The Born Free (or Bi) Manifesto
I was recently asked to speak on a panel about "The Freelance Lifestyle." While I'm always very up front about being freelance, the title of the panel made me furious. The expression, freelance lifestyle perpetuates a myth promulgated by the religious right, and I'm sick of having to debunk it. But here we go again.
Freelance is not a lifestyle.
Some of us grow up to find that we are, by nature, strongly attracted to freedom. We're freelance. It's not something we choose, but something we are.
Other people--most people, I admit--are naturally wired for a strong attraction to security. They are employed. That's just how they are, and no one ever says that these people are "living the employed lifestyle."
Actually, the folks who are subjected to the most irritating "lifestyle" babble are those who go both ways.
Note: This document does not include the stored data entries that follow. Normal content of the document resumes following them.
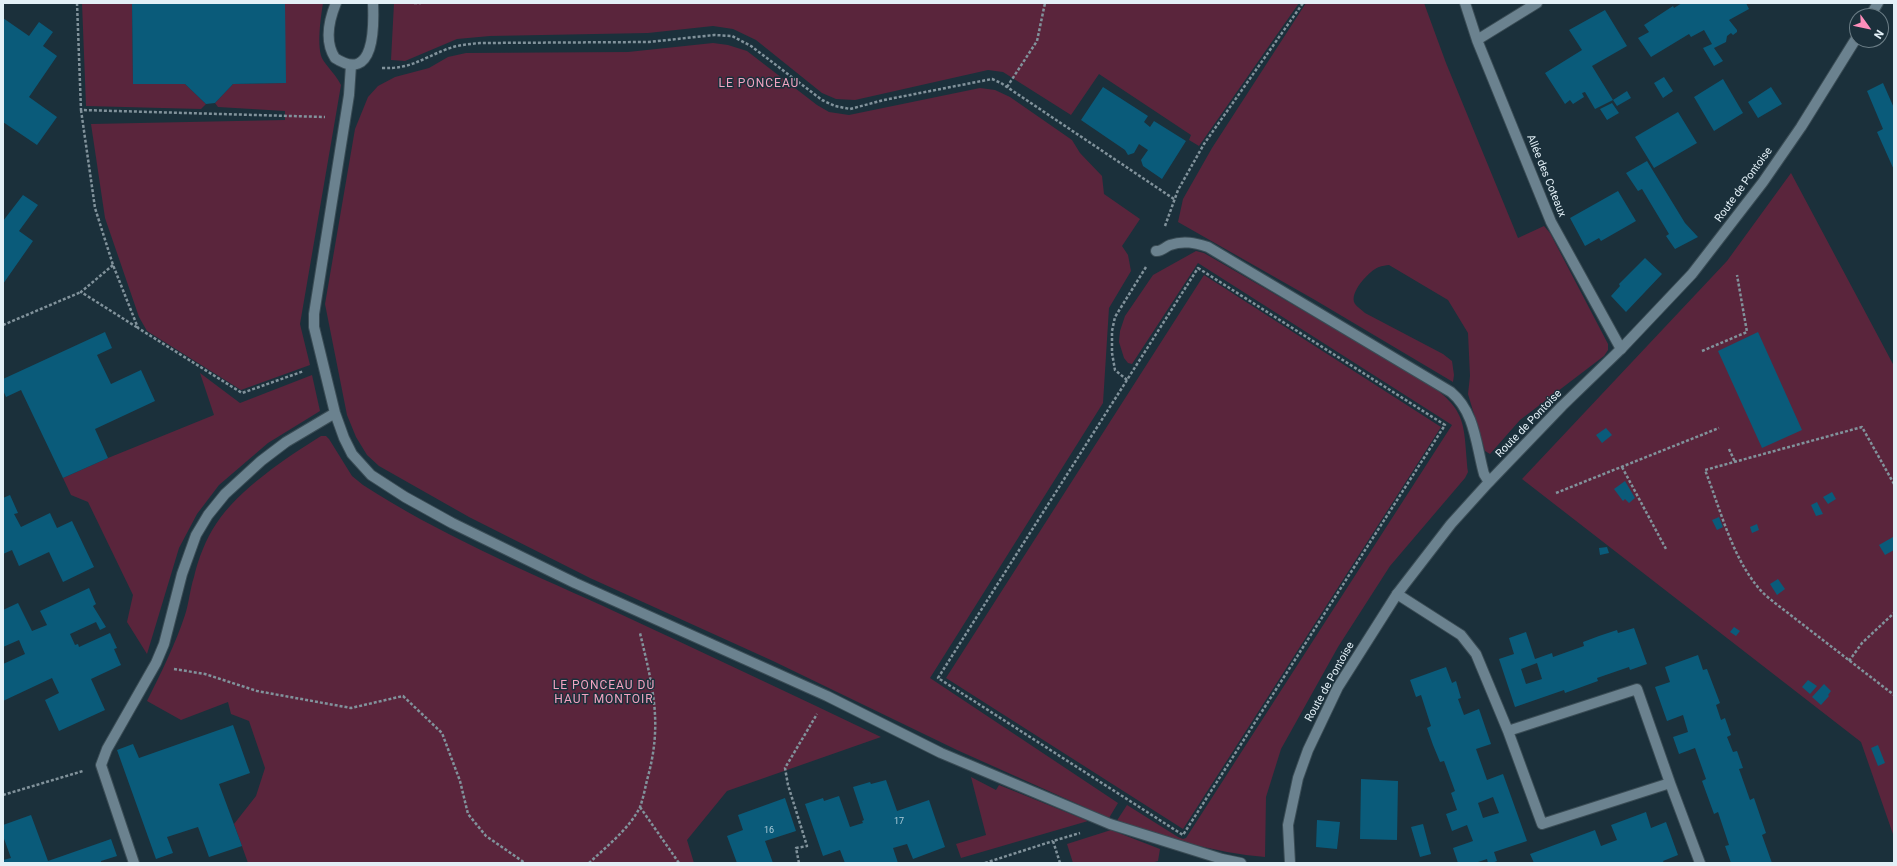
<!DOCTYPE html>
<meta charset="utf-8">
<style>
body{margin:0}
#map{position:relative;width:1897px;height:866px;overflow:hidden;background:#1b303b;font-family:Roboto,sans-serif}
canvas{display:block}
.frame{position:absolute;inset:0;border:4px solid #e3f0f7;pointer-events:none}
.north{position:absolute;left:1849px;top:8px;width:40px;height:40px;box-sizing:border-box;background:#1b303b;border:1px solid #6b7d86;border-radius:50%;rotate:123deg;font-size:11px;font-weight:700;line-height:16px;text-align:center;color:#e3f0f7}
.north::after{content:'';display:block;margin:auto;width:14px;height:18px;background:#fe8ebb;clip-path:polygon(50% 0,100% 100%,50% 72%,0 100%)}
</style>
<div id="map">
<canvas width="1897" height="866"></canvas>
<div class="frame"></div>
<div class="north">N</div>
</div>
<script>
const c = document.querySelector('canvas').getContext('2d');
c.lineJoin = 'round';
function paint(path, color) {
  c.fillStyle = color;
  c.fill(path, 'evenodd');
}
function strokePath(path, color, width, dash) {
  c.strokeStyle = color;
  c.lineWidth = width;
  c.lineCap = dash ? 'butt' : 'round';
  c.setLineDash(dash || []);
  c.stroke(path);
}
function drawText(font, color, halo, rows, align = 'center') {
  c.font = font + ' Roboto,sans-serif';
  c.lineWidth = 3;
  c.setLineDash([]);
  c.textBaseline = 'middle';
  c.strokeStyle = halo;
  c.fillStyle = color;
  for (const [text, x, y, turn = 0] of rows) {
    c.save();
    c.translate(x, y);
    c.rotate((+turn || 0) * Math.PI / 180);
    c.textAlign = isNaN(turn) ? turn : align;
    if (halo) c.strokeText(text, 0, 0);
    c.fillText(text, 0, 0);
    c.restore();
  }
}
const green = new Path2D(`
 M82 3H132L133 84H185L206 104 201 109 86 106Z
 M285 3H323C321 16 316 48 323 60 329 69 336 75 341 85L300 324 310 365 241 390 147 331 139 317 105 218 91 124 285 120V111L218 107 215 103 233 84 285 83Z
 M394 3H1299L1199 146 1189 140 1191 135 1099 74 1071 115 1003 72 988 70 855 100 836 99 822 93 756 40 733 29 713 26 648 33 490 36 457 39 405 61 391 60Z
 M1306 3H1424L1446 63 1518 238 1544 226 1550 233 1608 344V350L1604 356 1520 420 1490 454 1485 451 1468 394 1470 376 1468 333 1448 300 1389 265C1386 265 1382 266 1379 267 1370 270 1348 293 1355 304 1357 307 1362 310 1365 313L1443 354 1452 361 1454 375 1453 382 1315 300 1178 222 1183 199 1212 148Z
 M713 43 728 45 747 51 817 105 829 112 849 115 980 88 995 90 1010 97 1072 140 1080 153 1102 176 1104 194 1140 219 1122 246 1128 255 1131 271 1109 308 1103 403 930 678 1118 803 1109 818 957 750 773 661 590 578 469 517 379 466 367 455 356 437 347 415 325 304 355 129 368 97 378 86 395 77 429 68 448 57 466 53 628 52Z
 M1791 173 1894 366V837L1861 742 1522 479 1727 261Z
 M1196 251 1204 253 1426 382C1469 411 1463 425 1468 472L1465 478 1390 566 1338 647 1281 749 1266 797 1265 857C1214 853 1165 837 1116 822L1127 805 1178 837 1183 839 1186 838 1452 425 1198 263 1132 364 1128 363 1124 358 1119 342 1120 331 1125 316 1153 275Z
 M1204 275 1441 427 1183 829 946 678Z
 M200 373 240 403 312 375 320 411 268 443 219 485 197 514 179 548 147 654 127 622 133 595 88 502 71 495 63 478 108 458 214 415Z
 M321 436H326L329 439 352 476 363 485C439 534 521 569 603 606 696 649 789 693 881 737L727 791 687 840 694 863H248L234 824 256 796 265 768 249 721 231 714 228 702 181 720 147 701C161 673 175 645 185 615 189 603 190 589 194 577 198 559 206 539 216 524 239 489 286 458 321 436Z
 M971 777 996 790 999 785 1088 821 961 858 956 844 986 835Z
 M1111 830 1160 849 1158 861 1151 863H1073L1067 844Z`);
const building = new Path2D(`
 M132 3H285L286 83 233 84 215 103 206 104 185 84H133Z
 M1682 3H1746L1749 9 1729 20 1737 30V32L1733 35 1731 33 1727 36 1726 42 1714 48 1723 61 1714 66 1703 48 1712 44 1704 30 1691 37 1689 34 1651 57 1638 38 1649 32 1644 25 1673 6 1674 8Z
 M1605 10 1627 46 1592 66 1613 100 1627 91 1631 98 1617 106 1613 100 1595 109 1585 92 1582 93 1584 97 1573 104 1570 100 1565 104 1545 73 1582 50 1569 30Z
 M3 18 29 36 39 22 53 32 43 46 57 56 29 97 57 117 37 145 3 122Z
 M1664 77 1673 91 1663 98 1654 83Z
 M1723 79 1743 113 1714 131 1694 97Z
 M1883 83 1894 108V170L1877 132 1883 129 1867 91Z
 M1103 87 1148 116 1144 122 1150 127 1154 121 1186 141 1162 179 1143 166 1141 160 1148 150 1139 144 1134 153 1128 155 1125 150 1081 120Z
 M1771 87 1782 104 1758 118 1748 102Z
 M1612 103 1619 113 1607 120 1600 109Z
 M1678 112 1697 143 1654 168 1635 137Z
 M1647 161 1685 223 1698 237 1675 249 1666 236 1669 234 1642 189 1638 191 1626 173Z
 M1618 191 1636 221 1601 241 1599 238 1585 246 1570 218Z
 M23 195 38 205 19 231 33 241 3 284V221Z
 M1645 258 1662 274 1626 312 1611 296 1620 286 1619 284Z
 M105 332 112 348 97 355 111 384 141 370 155 401 95 429 108 458 63 478 21 390 6 397 3 390V379Z
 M1758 332 1802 430 1762 448 1718 351Z
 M1606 428 1612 435 1602 443 1596 435Z
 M1625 481 1635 498 1629 503 1625 499 1623 501 1614 489Z
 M1832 492 1836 499 1828 504 1823 497Z
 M10 495 18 513 14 514 21 527 50 513 57 528 72 521 94 567 63 582 49 552 19 566 12 550 3 554V498Z
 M1817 502 1823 514 1816 516 1811 505Z
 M1719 517 1723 527 1717 530 1712 520Z
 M1757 524 1759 530 1752 533 1750 527Z
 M1893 537 1894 550 1885 555 1879 545Z
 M1607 547 1609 553 1600 555 1599 548Z
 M1778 579 1785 589 1777 595 1770 584Z
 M89 588 96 604 93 606 106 627 100 630 96 622 70 634 75 645 78 644 79 647 110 633 117 648 114 649 121 665 91 679 105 710 59 731 45 700 59 693 52 678 3 701V664L25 654 19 640 3 647V610L18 603 32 631 47 625 40 611Z
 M1734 627 1740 631 1736 636 1730 632Z
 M1634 628 1647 664 1630 670 1629 667 1597 678 1598 681 1565 693 1564 690 1515 707 1499 659 1514 654 1509 638 1526 632 1535 659 1552 653 1553 657 1584 646 1583 642 1599 636 1617 630 1618 633ZM1537 663 1542 679 1526 684 1521 669Z
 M1698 655 1703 670 1707 669 1720 703 1716 705 1721 720 1725 718 1731 735 1727 737 1733 752 1737 751 1743 768 1739 769 1750 800 1754 798 1766 833 1762 835 1772 863H1731L1725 846 1729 845 1718 812 1714 814 1702 781 1706 779 1695 748 1679 754 1673 737 1688 732 1683 715 1667 721 1655 687 1670 682 1665 667Z
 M1446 667 1452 683 1456 681 1461 698 1458 699 1464 715 1479 709 1491 744 1476 749 1487 780 1503 774 1527 841 1494 852 1497 861 1492 863H1488L1487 859 1475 863H1458L1453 848 1473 841 1467 825 1452 831 1446 814 1457 810 1451 793 1455 791 1444 761 1440 762 1433 745 1427 728 1431 726 1421 695 1416 697 1410 680ZM1493 797 1499 813 1483 818 1478 803Z
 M1808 680 1817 686 1810 694 1802 687Z
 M1824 684 1831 691 1828 695 1829 696 1821 705 1812 697Z
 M233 725 250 773 219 784 242 846 209 857 198 827 167 837 173 853 156 859 117 750 133 744 139 758Z
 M1878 745 1885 763 1878 766 1871 748Z
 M1361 779 1398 781 1397 840 1360 839Z
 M886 780 897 811 929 800 945 847 913 859 907 844 893 848 898 863H845L840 850 823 856 805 804 823 798 824 801 839 796 850 827 863 823 862 821 864 820 853 787 870 782 871 784Z
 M785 798 796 831 765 841 773 863H737L727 836 743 830 738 815Z
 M1646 812 1651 828 1666 822 1678 855 1663 861 1664 863H1534L1530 854 1595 830 1601 846 1617 840 1611 825Z
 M31 815 48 861 111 839 117 856 101 861V863H3V860L11 858 3 836V825Z
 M1317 820 1340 822 1337 849 1316 847Z
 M1423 824 1431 854 1420 857 1411 827Z`);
const path = new Path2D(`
 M77 3 81 110 325 117
 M414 3H421
 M382 68C411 69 421 59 447 49 458 45 469 44 480 43L649 42 714 35 732 36 751 46 822 100 835 106 850 109 884 100 992 79 1001 83 1174 199
 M1007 87 1037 41 1045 3
 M81 110 95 208 113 265 138 328 242 393 304 371
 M1165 226 1178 190 1204 144 1303 3
 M113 265 81 292 138 328
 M1198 268 1445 425 1183 835 938 678Z
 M3 325 81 292
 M1702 351 1747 332 1737 275
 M1127 380 1115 370 1112 353V331L1115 317 1146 267
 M1729 449 1735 462
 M1622 467 1666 549
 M1894 484 1862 427 1705 470C1720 508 1731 554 1757 586 1762 593 1769 598 1775 603L1894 695
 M1556 493 1719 428
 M1849 661 1862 643 1894 613
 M174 669 205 674 257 691 351 708 403 696 442 733 460 781 468 814 486 836 525 863
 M3 795 83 771
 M640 807 679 863
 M589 863C606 847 630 828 640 807 643 799 645 789 647 780 663 724 653 688 640 633
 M799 863 796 848 807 846 788 785 785 768 817 714
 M985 863 1053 841
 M1060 863 1053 841 1080 833`);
const service = new Path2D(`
 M1156 251C1161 252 1165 247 1170 245 1184 240 1195 243 1208 247L1451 392C1475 412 1476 445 1484 474L1489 482`);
const pedestrian = new Path2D(`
 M351 65 349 95 314 314V327L335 413 344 438 352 454 371 475 405 497 452 523 575 583 827 696 941 753 1110 824 1222 859 1241 863
 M134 863 101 765 107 749 156 663 164 644 182 574 196 535 208 515 225 494 261 461 286 442 335 413`);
const minor = new Path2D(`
 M336 3C329 20 324 41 335 58 375 84 374 26 373 3
 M1465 3 1477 40 1551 222 1621 349
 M1477 40 1537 3
 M1397 594 1461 635 1476 654 1508 731
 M1637 689 1670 783 1542 824 1508 731Z
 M1670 783 1700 863`);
const tertiary = new Path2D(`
 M1870 16 1878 3
 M1290 863 1288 825 1298 778 1308 750 1338 687 1397 594 1451 524 1489 482 1562 406 1621 349 1692 274 1763 182 1801 127 1857 37`);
const numberNames = [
 ["17",899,822],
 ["16",769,831]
];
const streetNames = [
 ["Allée des Coteaux",1546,176,68],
 ["Route de Pontoise",1744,185,-54],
 ["Route de Pontoise",1529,424,-46],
 ["Route de Pontoise",1330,682,-61]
];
const neighbourhoodNames = [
 ["LE PONCEAU",759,84],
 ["LE PONCEAU DU",604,686],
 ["HAUT MONTOIR",604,700]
];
paint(green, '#5a253c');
paint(building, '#0a5b7a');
strokePath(service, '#3a4c55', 12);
strokePath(pedestrian, '#3a4c55', 12);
strokePath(minor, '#3a4c55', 12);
strokePath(tertiary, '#3a4c55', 12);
strokePath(path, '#81929b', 2.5, [3, 2]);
strokePath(service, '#6b828f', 10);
strokePath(pedestrian, '#6b828f', 10);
strokePath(minor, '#6b828f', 10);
strokePath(tertiary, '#6b828f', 10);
drawText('9px', '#adcbd8', null, numberNames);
drawText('11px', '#e3f0f7', '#1b303b', streetNames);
c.letterSpacing = '1px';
drawText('12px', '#f2a3c1', '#1b303b', neighbourhoodNames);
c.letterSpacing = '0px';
</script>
Attracted more or less equally to security and freedom, they are employed but also freelance on the side. They may get flack both from their freelance friends and from their employed friends about this "choice." But these people aren't "choosing a bi-lance lifestyle." No. They are bi-lance.
The expression "freelance lifestyle" is built upon the lie that those of us who are freelance "recruit" others to be like us. As if we needed more competition. What we do sometimes do is encourage freelancers who are passing in the employed world to come out of the closet and live their attraction to freedom in an honest and forthright way. We know they'll be happier.
We don't insist that everyone like us, but we do want to see an end to this "lifestyle" rhetoric.
In short: We're here. We're free. Get used to it.